Dans une cité italienne ancienne, baignée par le soleil et entourée d’orangers, vivait la famille Di Vitto : la mère, Caterina, ses deux filles — Sofia et Luisa — et l’ami de toujours, le professeur Leonardo. Leur maison perchée sur une colline offrait une vue sur une mer azur, et l’air était empli du parfum de basilic frais et de sel marin.
Chaque matin, Caterina réunissait ses filles sur le balcon pour un petit‑déjeuner partagé au chant des artistes de rue. Sofia, l’aînée, se distinguait par son sérieux : elle s’occupait des tâches ménagères, veillait sur sa sœur et obtenait toujours d’excellentes notes. Luisa adorait peindre : des portraits délicats de sa mère ou des paysages côtiers, et Caterina louait sans cesse la magie de son pinceau. Dans le cœur de Sofia grandissait pourtant une jalousie silencieuse : pourquoi les talents et l’ardeur de sa sœur étaient-ils toujours plus admirés que ses propres efforts ?

Un jour, le village annonça le festival des fontaines : chaque famille devait décorer la fontaine de sa maison avec des fleurs et de l’eau. Pleine d’amour pour ses deux filles, Caterina confia à Sofia la collecte des pétales de rose et de jasmin, et à Luisa la réalisation de fresques sur des dalles de marbre racontant l’histoire du foyer. La nuit précédant le festival, Sofia ne dormit pas : elle entremêla avec soin des lys blancs aux jets d’eau sinueux, espérant que son travail prouverait que sa contribution valait autant que celle de sa sœur.
Au matin, quand le soleil se leva sur les toits, les habitants se rassemblèrent autour de la fontaine des Di Vitto. L’eau dansait sous la lumière, tandis que les pétales de Sofia jonchaient les bords, symboles de pureté et de dévouement. Les dalles de Luisa prenaient vie sous ses aquarelles délicates : rires d’enfants, repas partagés en famille.

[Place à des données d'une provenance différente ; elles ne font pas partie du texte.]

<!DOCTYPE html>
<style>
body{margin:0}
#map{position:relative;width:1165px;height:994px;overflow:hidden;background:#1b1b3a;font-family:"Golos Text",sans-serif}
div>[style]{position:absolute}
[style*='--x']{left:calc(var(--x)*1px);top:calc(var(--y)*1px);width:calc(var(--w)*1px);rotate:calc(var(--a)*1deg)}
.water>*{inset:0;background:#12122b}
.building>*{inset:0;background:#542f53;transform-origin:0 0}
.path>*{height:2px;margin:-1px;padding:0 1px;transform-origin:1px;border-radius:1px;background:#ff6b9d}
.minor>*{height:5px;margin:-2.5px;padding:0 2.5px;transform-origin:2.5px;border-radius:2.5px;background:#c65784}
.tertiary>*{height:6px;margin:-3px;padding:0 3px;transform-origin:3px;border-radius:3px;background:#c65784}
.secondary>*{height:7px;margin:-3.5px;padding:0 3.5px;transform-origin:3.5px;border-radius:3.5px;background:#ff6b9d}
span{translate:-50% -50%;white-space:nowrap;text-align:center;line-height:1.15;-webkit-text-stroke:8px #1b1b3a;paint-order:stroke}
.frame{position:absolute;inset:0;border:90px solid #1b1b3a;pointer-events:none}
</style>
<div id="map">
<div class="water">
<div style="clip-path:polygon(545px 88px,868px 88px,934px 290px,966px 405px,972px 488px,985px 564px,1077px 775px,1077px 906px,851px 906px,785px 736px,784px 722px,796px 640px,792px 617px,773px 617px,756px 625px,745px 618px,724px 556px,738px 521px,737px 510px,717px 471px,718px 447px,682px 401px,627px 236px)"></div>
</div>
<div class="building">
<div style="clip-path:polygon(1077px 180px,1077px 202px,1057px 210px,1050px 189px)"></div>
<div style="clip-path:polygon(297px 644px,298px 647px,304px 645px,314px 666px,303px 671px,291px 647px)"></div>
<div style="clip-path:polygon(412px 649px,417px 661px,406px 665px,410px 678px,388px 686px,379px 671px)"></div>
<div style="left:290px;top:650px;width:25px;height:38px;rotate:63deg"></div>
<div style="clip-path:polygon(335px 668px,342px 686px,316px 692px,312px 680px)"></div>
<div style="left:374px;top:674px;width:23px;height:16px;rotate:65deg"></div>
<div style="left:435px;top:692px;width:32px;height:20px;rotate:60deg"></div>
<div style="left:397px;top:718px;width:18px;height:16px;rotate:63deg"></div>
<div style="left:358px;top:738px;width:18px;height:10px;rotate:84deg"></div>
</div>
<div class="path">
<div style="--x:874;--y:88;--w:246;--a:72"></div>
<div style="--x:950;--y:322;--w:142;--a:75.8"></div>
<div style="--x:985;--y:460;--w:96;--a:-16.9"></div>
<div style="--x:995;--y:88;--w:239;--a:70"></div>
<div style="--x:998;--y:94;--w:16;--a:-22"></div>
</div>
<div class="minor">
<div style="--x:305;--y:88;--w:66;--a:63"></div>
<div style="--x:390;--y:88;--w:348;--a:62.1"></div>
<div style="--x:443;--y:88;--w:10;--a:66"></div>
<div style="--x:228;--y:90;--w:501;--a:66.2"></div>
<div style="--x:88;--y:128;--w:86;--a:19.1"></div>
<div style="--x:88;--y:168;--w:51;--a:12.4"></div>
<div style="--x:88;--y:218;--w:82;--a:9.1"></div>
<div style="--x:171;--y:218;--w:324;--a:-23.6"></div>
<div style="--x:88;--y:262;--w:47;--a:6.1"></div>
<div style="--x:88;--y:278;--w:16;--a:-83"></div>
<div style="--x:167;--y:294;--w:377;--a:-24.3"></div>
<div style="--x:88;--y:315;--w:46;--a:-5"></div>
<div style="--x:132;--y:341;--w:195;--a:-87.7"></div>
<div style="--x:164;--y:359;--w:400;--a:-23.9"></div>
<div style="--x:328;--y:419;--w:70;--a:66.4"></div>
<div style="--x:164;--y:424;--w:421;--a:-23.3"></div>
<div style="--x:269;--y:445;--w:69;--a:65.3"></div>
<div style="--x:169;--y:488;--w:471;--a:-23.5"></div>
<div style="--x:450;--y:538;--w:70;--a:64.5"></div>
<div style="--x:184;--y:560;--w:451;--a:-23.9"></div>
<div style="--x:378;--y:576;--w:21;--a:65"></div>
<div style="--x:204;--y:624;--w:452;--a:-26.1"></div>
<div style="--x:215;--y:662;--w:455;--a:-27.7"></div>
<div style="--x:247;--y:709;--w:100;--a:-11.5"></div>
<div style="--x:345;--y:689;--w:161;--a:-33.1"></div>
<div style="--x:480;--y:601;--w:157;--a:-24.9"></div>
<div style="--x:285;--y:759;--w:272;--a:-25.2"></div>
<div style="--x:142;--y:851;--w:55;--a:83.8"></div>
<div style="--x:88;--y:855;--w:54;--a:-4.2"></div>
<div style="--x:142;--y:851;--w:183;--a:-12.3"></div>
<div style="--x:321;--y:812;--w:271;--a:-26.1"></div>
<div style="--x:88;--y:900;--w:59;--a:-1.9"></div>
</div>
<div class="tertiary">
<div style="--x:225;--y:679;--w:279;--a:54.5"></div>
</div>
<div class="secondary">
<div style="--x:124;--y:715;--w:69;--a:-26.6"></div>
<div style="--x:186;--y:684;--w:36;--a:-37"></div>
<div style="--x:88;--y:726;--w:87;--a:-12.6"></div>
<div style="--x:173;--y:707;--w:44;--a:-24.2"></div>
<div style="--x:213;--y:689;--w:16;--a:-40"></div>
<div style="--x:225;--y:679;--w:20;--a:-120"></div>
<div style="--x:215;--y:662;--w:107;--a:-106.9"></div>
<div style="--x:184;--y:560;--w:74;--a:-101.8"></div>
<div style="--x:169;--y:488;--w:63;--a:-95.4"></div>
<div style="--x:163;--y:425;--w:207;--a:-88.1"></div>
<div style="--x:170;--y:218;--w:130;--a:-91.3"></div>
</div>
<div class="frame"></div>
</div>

Émerveillée, Caterina prit les mains de ses filles et murmura :
« Vos cœurs et vos talents s’harmonisent comme l’eau et les lys, comme la couleur et la toile. Sans l’un, l’autre ne serait pas complet. »

À cet instant, Sofia comprit : l’amour d’une mère est multiple et complexe, comme les motifs du tableau de Luisa et comme la fraîcheur des lys dans l’eau. Sa rancune fondit, remplacée par la fierté et la joie : car ensemble, elles avaient créé quelque chose de véritablement magnifique. Les villageois gardèrent longtemps en mémoire cette fontaine, symbole d’unité et d’amour sincère capable de dissiper tous les doutes.